======== DATA SHOWN

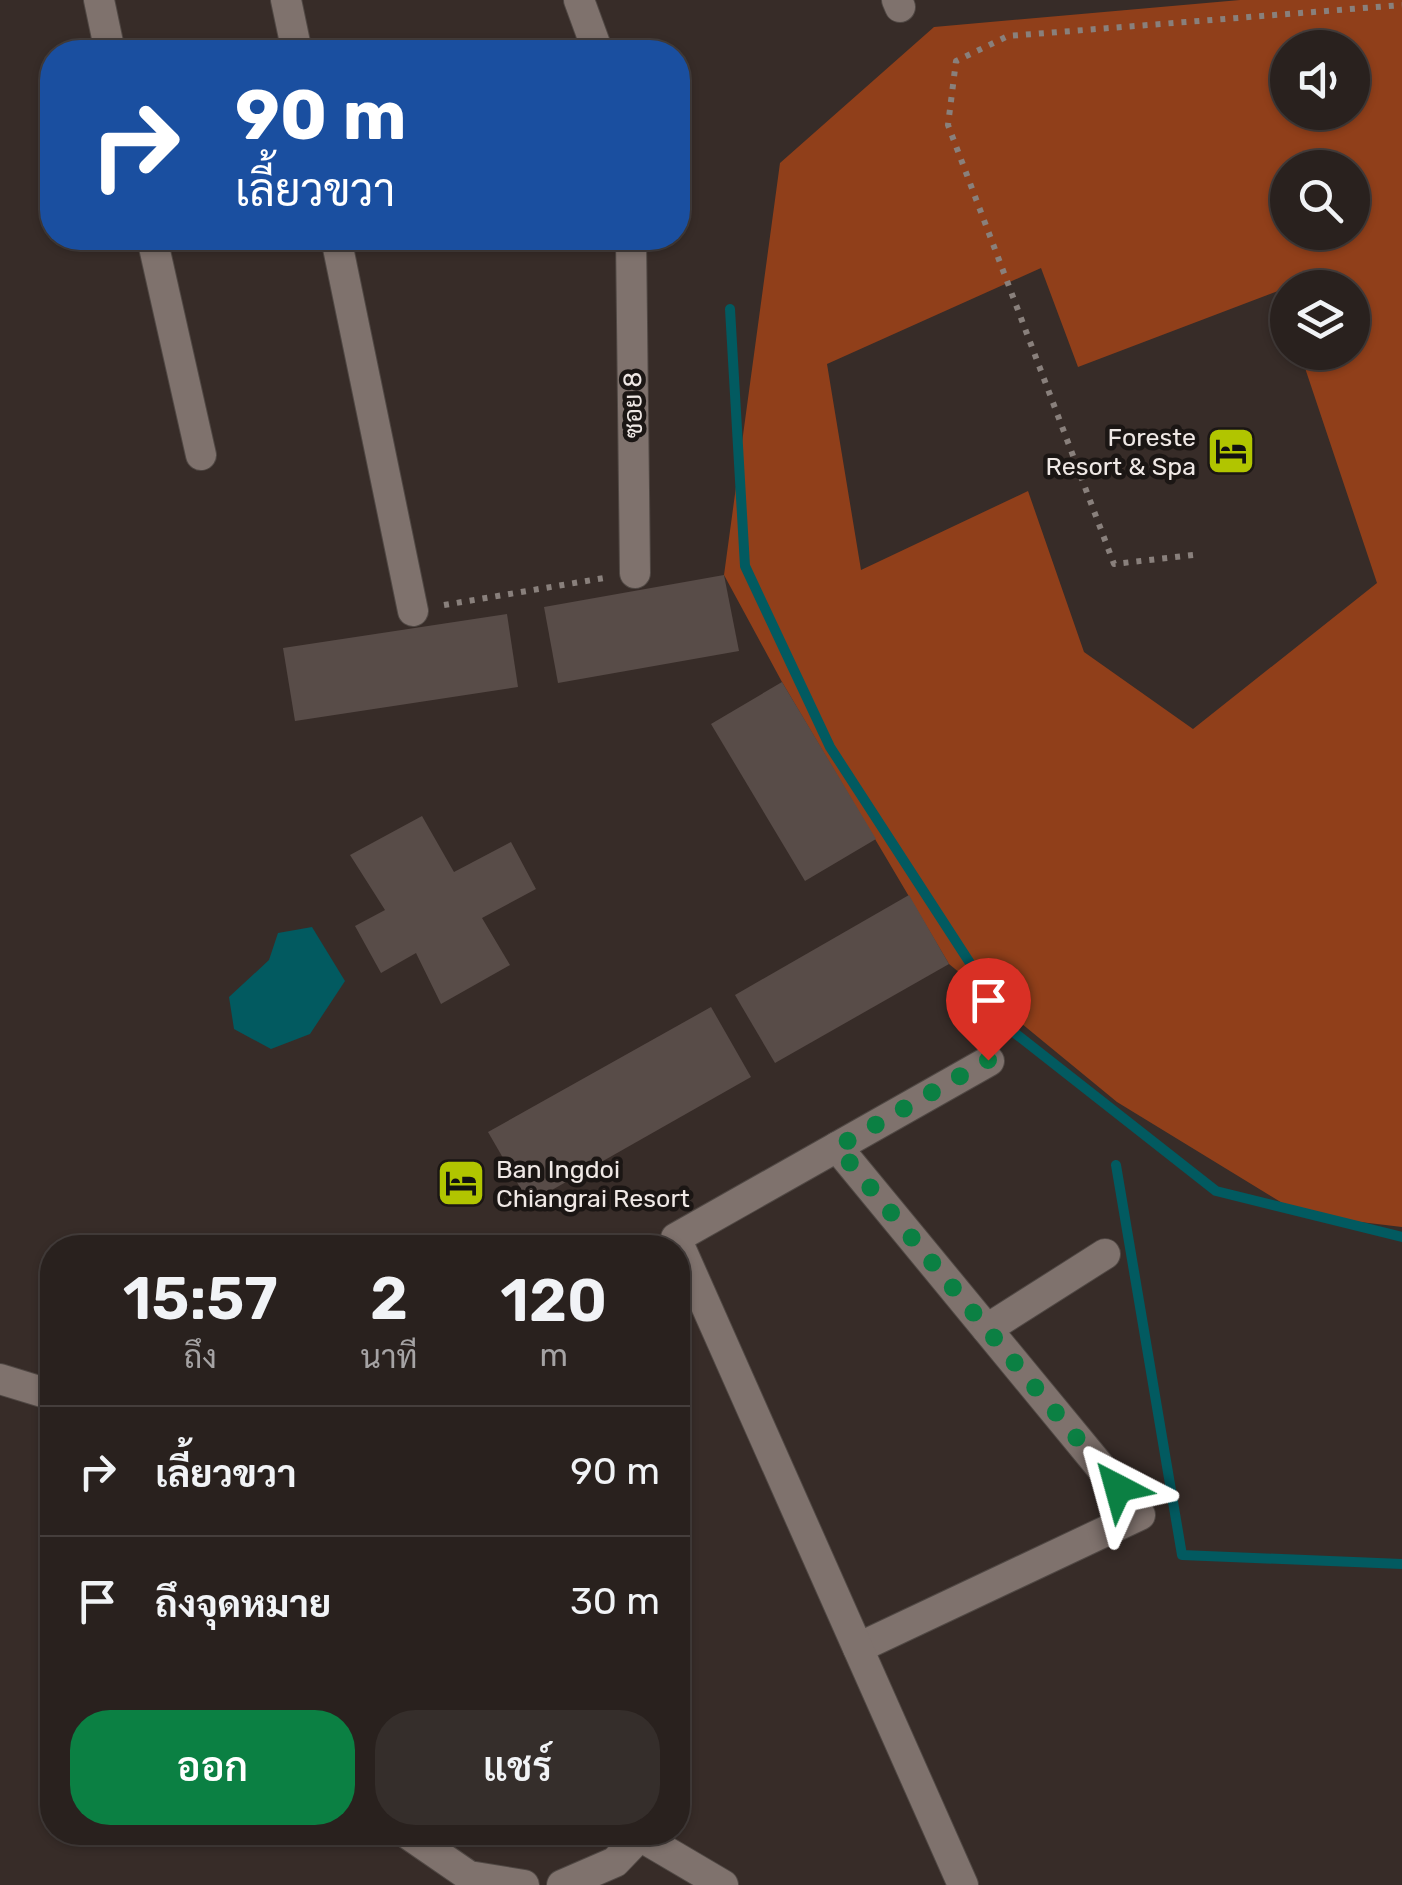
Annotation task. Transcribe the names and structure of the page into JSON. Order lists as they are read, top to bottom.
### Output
{
  "streets": {
    "street": ["ซอย 8"]
  },
  "places": {
    "hotel": ["Foreste Resort & Spa", "Ban Ingdoi Chiangrai Resort"]
  },
  "page": {
    "turn": ["90 m", "เลี้ยวขวา"],
    "eta": [
      "15:57",
      "ถึง",
      "2",
      "นาที",
      "120",
      "m"
    ],
    "list": [
      {
        "name": "เลี้ยวขวา",
        "value": "90 m"
      },
      {
        "name": "ถึงจุดหมาย",
        "value": "30 m"
      }
    ],
    "buttons": ["ออก", "แชร์"]
  }
}
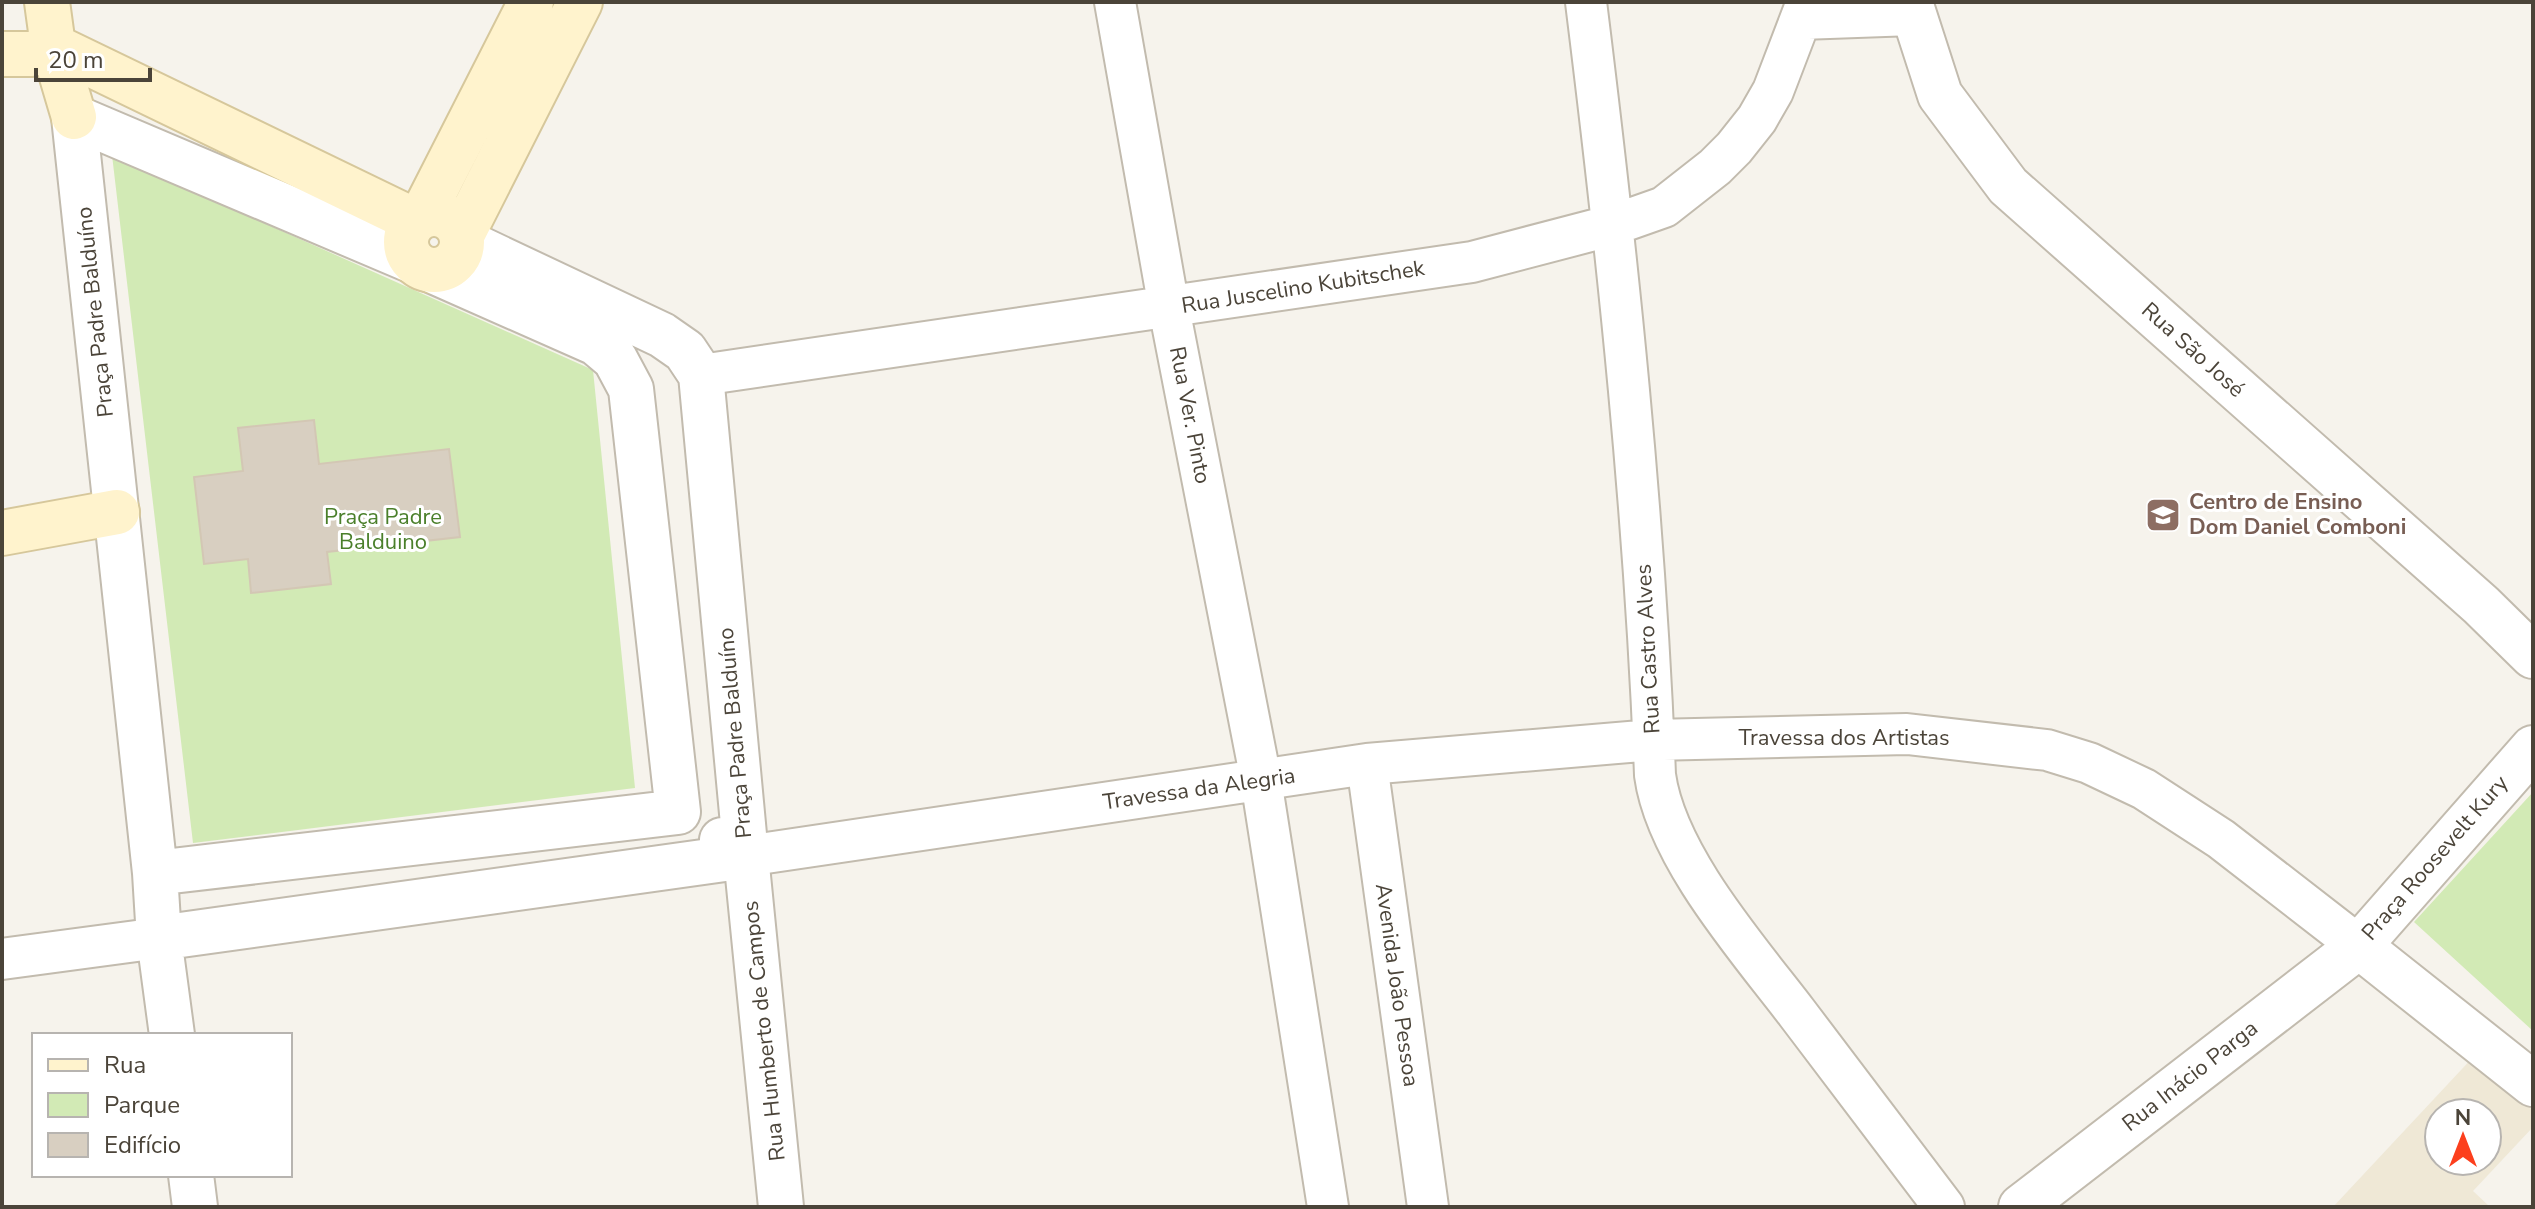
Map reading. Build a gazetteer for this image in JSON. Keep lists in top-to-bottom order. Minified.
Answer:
{"streets":{"street":["Rua Juscelino Kubitschek","Praça Padre Balduíno","Rua São José","Rua Ver. Pinto","Rua Castro Alves","Travessa dos Artistas","Travessa da Alegria","Praça Roosevelt Kury","Avenida João Pessoa","Rua Humberto de Campos","Rua Inácio Parga"]},"crossings":[["Rua Juscelino Kubitschek","Praça Padre Balduíno"],["Rua Juscelino Kubitschek","Rua São José"],["Rua Juscelino Kubitschek","Rua Ver. Pinto"],["Rua Juscelino Kubitschek","Rua Castro Alves"],["Praça Padre Balduíno","Travessa da Alegria"],["Praça Padre Balduíno","Rua Humberto de Campos"],["Rua Ver. Pinto","Travessa da Alegria"],["Rua Castro Alves","Travessa dos Artistas"],["Rua Castro Alves","Travessa da Alegria"],["Travessa dos Artistas","Travessa da Alegria"],["Travessa dos Artistas","Praça Roosevelt Kury"],["Travessa dos Artistas","Rua Inácio Parga"],["Travessa da Alegria","Avenida João Pessoa"],["Travessa da Alegria","Rua Humberto de Campos"],["Praça Roosevelt Kury","Rua Inácio Parga"]],"parks":["Praça Padre Balduino"],"places":{"school or university":["Centro de Ensino Dom Daniel Comboni"]},"legend":["Rua","Parque","Edifício"],"scale_bar":"20 m","north":"top"}
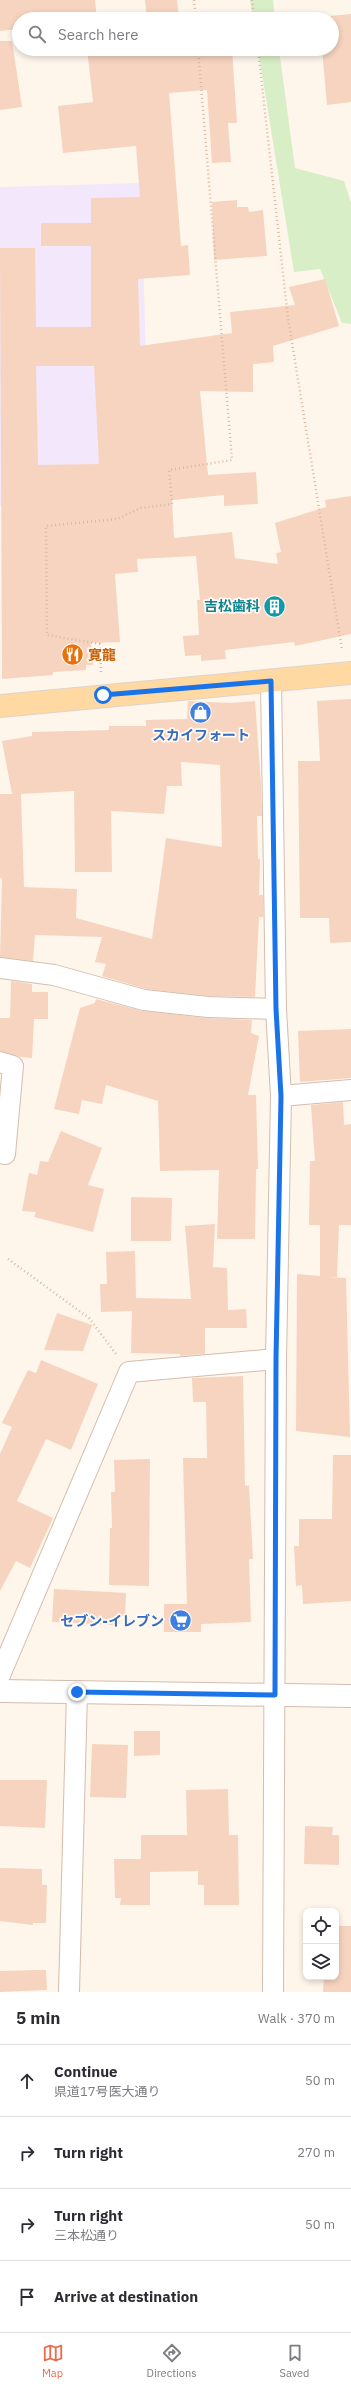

================

▸ WHAT THIS TASK INVOLVES
Return all of the entries word for word, but omit the pictures.

▸ RESULT FOR THIS EXERCISE
Annotation task. Transcribe the names and structure of the page into JSON. Order lists as they are read, top to bottom.
### Output
{
  "streets": {
    "street": ["ซอย 8"]
  },
  "places": {
    "hotel": ["Foreste Resort & Spa", "Ban Ingdoi Chiangrai Resort"]
  },
  "page": {
    "turn": ["90 m", "เลี้ยวขวา"],
    "eta": [
      "15:57",
      "ถึง",
      "2",
      "นาที",
      "120",
      "m"
    ],
    "list": [
      {
        "name": "เลี้ยวขวา",
        "value": "90 m"
      },
      {
        "name": "ถึงจุดหมาย",
        "value": "30 m"
      }
    ],
    "buttons": ["ออก", "แชร์"]
  }
}
Map reading. Build a gazetteer for this image in JSON. Keep lists in top-to-bottom order. Minified.
Answer:
{"streets":{"street":["Rua Juscelino Kubitschek","Praça Padre Balduíno","Rua São José","Rua Ver. Pinto","Rua Castro Alves","Travessa dos Artistas","Travessa da Alegria","Praça Roosevelt Kury","Avenida João Pessoa","Rua Humberto de Campos","Rua Inácio Parga"]},"crossings":[["Rua Juscelino Kubitschek","Praça Padre Balduíno"],["Rua Juscelino Kubitschek","Rua São José"],["Rua Juscelino Kubitschek","Rua Ver. Pinto"],["Rua Juscelino Kubitschek","Rua Castro Alves"],["Praça Padre Balduíno","Travessa da Alegria"],["Praça Padre Balduíno","Rua Humberto de Campos"],["Rua Ver. Pinto","Travessa da Alegria"],["Rua Castro Alves","Travessa dos Artistas"],["Rua Castro Alves","Travessa da Alegria"],["Travessa dos Artistas","Travessa da Alegria"],["Travessa dos Artistas","Praça Roosevelt Kury"],["Travessa dos Artistas","Rua Inácio Parga"],["Travessa da Alegria","Avenida João Pessoa"],["Travessa da Alegria","Rua Humberto de Campos"],["Praça Roosevelt Kury","Rua Inácio Parga"]],"parks":["Praça Padre Balduino"],"places":{"school or university":["Centro de Ensino Dom Daniel Comboni"]},"legend":["Rua","Parque","Edifício"],"scale_bar":"20 m","north":"top"}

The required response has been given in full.